Supplied records ::
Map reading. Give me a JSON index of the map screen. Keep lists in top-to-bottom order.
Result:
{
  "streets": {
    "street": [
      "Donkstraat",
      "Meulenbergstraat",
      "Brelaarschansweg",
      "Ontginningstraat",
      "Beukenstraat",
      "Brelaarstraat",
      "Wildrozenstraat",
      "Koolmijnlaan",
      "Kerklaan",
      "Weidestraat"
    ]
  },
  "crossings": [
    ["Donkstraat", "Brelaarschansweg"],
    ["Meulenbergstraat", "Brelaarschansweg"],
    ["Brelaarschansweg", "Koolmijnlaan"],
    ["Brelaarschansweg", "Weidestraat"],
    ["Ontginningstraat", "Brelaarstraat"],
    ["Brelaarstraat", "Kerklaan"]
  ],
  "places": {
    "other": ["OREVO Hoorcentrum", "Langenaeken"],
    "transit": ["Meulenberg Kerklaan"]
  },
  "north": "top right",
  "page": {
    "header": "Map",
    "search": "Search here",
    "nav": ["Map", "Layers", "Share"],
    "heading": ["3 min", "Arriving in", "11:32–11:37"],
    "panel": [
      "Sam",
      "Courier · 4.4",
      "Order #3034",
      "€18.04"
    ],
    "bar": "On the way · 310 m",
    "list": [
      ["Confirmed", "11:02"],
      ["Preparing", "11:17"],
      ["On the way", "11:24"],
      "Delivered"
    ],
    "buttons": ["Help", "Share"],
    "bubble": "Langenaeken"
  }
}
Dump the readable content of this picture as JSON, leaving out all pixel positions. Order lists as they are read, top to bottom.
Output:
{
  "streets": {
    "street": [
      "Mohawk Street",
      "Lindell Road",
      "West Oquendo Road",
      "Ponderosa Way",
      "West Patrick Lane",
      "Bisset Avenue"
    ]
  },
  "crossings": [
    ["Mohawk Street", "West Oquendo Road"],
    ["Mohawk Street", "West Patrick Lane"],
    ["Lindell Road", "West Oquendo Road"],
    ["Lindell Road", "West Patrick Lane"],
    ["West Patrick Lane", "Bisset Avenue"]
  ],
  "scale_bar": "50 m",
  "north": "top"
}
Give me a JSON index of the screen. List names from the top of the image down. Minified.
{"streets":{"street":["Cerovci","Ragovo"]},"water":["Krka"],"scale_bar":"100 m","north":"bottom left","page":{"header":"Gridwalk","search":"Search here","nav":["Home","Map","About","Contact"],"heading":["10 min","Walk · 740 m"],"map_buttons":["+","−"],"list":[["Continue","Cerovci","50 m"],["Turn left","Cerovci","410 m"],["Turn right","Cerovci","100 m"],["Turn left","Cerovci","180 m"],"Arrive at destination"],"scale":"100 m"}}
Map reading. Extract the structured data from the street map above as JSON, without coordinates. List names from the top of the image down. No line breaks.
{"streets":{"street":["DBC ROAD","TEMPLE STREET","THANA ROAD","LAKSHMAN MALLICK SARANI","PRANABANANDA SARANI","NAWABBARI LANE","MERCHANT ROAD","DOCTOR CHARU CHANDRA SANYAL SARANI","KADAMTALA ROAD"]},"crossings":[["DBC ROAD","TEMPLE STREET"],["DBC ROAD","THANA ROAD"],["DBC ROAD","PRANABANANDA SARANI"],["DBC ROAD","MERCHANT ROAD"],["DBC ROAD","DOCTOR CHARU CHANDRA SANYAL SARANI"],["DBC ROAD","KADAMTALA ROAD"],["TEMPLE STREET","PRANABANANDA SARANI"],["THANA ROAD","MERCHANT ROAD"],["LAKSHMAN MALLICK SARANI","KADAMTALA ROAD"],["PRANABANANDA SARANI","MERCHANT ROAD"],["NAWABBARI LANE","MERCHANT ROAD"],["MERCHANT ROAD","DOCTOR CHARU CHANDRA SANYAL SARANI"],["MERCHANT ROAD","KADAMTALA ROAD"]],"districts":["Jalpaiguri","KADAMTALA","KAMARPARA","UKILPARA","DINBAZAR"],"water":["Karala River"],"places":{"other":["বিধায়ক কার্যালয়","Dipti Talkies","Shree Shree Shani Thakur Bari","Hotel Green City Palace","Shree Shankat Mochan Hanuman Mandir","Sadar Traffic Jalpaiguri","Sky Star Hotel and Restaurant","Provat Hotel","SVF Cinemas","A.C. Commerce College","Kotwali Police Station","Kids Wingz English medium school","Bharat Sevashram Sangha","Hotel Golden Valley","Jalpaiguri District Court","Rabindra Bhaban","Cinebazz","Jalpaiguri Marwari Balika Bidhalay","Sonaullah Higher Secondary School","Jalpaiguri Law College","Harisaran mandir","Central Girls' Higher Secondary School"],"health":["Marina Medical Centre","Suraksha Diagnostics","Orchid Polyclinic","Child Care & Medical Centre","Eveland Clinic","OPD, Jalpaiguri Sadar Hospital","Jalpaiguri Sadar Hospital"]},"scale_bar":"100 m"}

Description of the task :: Scan the records above for the word "reading". Show each line in which it appears.

Output below ::
Map reading. Give me a JSON index of the map screen. Keep lists in top-to-bottom order.
Map reading. Extract the structured data from the street map above as JSON, without coordinates. List names from the top of the image down. No line breaks.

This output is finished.